● Instructions to follow: The response must contain every line below in which "green" appears.

START Data records

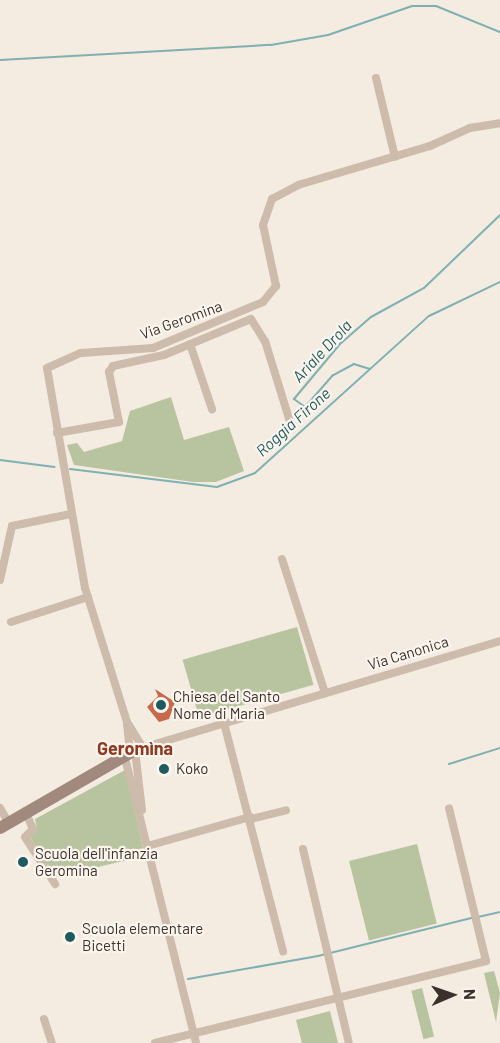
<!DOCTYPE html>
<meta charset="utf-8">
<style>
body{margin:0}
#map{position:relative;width:500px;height:1043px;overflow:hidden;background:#f4ebe1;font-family:Barlow,sans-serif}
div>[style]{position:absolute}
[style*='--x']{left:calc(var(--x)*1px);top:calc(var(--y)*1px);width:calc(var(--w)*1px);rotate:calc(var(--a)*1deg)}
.green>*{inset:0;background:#b8c4a0;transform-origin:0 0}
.stream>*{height:2px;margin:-1px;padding:0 1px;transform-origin:1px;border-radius:1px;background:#7fb0b2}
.building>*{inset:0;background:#c8694b}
.street>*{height:8px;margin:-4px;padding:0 4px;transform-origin:4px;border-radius:4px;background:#cdbbac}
.secondary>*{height:12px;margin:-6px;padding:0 6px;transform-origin:6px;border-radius:6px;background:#a18a7d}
.dots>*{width:16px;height:16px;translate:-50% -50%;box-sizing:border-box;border:3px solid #fbf5ee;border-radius:50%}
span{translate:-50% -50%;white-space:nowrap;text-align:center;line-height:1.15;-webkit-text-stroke:4.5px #fbf5ee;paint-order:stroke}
.street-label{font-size:15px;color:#3b302b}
.poi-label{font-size:15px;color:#3b302b}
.left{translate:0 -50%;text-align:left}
.water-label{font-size:16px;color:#1f5a5e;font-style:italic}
.quarter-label{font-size:18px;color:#8c3b22;font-weight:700}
.north{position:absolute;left:422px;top:965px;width:60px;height:60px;-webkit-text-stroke:4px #fbf5ee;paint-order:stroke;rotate:88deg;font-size:16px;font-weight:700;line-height:24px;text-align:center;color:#3b302b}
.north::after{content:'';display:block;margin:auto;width:21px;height:27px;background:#3b302b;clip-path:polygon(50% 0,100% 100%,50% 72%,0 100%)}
</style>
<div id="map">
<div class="green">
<div style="clip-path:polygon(171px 397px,184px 440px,229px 427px,244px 471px,216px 482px,193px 482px,74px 465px,67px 445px,77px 443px,84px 452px,122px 441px,130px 411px)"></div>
<div style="left:297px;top:627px;width:60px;height:119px;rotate:74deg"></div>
<div style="clip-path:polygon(125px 770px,145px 856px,55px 877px,30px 837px,37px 829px,35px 819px)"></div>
<div style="left:417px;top:844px;width:82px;height:70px;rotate:76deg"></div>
<div style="clip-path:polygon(494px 971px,500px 993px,496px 1022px,484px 973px)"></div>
<div style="left:422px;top:988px;width:50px;height:11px;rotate:76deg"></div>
<div style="clip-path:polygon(330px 1011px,338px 1043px,302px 1043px,296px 1020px)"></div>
</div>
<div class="stream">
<div style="--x:0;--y:60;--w:271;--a:-3.2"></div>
<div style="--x:271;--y:45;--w:58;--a:-10"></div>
<div style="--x:328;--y:35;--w:89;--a:-19"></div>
<div style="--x:412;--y:6;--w:24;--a:0"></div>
<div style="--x:436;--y:6;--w:69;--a:22.1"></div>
<div style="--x:370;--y:369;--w:17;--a:-163"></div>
<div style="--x:354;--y:364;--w:24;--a:152"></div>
<div style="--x:333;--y:375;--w:43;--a:131.2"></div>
<div style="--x:305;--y:407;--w:14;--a:-144"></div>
<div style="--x:294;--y:399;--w:72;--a:-50.1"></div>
<div style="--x:340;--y:344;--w:41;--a:-41.1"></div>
<div style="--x:371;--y:317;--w:60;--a:-28.7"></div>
<div style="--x:424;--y:288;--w:105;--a:-43.8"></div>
<div style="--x:0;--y:460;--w:55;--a:7.3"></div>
<div style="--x:70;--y:469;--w:148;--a:7"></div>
<div style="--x:217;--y:487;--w:40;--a:-20.2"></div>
<div style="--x:255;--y:473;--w:234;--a:-42.1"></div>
<div style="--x:429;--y:316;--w:79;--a:-25.6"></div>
<div style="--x:449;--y:764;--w:53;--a:-17.4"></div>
<div style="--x:478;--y:917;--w:23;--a:-13"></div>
<div style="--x:188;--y:979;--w:132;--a:-10"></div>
<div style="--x:318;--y:956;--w:159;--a:-13.9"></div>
</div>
<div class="building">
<div style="clip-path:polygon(155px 689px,175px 702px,169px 719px,159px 722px,147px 707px,158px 696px)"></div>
</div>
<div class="street">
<div style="--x:376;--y:78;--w:81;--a:76.5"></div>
<div style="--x:190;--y:344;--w:69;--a:71.3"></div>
<div style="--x:57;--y:433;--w:63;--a:-10.1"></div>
<div style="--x:119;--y:422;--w:51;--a:-101.3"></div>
<div style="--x:109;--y:372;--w:7;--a:-56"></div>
<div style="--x:113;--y:366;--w:52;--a:-12.2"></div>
<div style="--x:164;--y:355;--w:94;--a:-22.5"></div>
<div style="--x:251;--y:319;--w:26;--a:58"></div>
<div style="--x:265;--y:341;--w:88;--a:72.8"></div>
<div style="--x:282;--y:559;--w:141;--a:72.2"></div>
<div style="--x:0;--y:580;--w:55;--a:-77.5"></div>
<div style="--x:12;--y:526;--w:60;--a:-11.5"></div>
<div style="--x:11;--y:622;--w:81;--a:-18"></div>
<div style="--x:224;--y:723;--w:236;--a:75.5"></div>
<div style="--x:129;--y:725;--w:27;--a:59"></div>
<div style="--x:130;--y:752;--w:30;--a:-96"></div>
<div style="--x:127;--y:722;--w:140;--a:-107.4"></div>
<div style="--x:85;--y:588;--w:223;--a:-99.8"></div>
<div style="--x:47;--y:368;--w:37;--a:-24"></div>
<div style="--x:81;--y:353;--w:72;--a:-4"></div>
<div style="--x:153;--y:348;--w:119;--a:-22.7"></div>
<div style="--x:263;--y:302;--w:21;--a:-51"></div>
<div style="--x:276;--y:286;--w:62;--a:-102"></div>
<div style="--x:263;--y:225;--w:28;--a:-71"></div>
<div style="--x:272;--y:199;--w:30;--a:-28"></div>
<div style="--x:298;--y:185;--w:138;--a:-16.5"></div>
<div style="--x:430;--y:146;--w:44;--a:-24.2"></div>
<div style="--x:470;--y:128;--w:30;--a:-9"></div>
<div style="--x:124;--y:754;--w:298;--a:76"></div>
<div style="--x:0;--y:808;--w:16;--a:60"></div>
<div style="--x:142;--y:810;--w:60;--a:-96.7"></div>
<div style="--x:135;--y:750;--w:381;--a:-16.6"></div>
<div style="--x:25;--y:811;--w:20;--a:66"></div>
<div style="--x:33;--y:829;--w:11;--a:135"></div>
<div style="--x:25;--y:837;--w:56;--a:57.4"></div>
<div style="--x:251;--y:819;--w:36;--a:-14"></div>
<div style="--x:151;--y:845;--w:103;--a:-15.8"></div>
<div style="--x:303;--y:849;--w:199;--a:76.7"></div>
<div style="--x:44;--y:1019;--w:25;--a:72"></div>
<div style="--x:155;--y:1043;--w:341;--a:-13.9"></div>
<div style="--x:486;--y:961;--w:157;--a:-103.6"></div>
</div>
<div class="secondary">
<div style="--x:0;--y:828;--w:156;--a:-30"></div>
</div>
<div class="dots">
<div style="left:161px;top:705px;background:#1f5a5e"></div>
<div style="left:164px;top:769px;background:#1f5a5e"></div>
<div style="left:23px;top:862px;background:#1f5a5e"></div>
<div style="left:70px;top:937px;background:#1f5a5e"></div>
</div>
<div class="street-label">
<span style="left:181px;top:320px;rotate:-20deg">Via Geromina</span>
<span style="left:408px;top:653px;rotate:-17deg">Via Canonica</span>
</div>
<div class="poi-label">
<span class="left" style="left:173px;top:705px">Chiesa del Santo<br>Nome di Maria</span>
<span class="left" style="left:176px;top:769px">Koko</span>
<span class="left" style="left:35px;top:862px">Scuola dell'infanzia<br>Geromina</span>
<span class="left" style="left:82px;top:937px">Scuola elementare<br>Bicetti</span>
</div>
<div class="water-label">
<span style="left:322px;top:351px;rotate:-47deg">Ariale Drola</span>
<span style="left:293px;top:422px;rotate:-42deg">Roggia Firone</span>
</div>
<div class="quarter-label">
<span style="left:135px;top:748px">Geromìna</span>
</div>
<div class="north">N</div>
</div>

END Data records

● The completed task:
.green>*{inset:0;background:#b8c4a0;transform-origin:0 0}
<div class="green">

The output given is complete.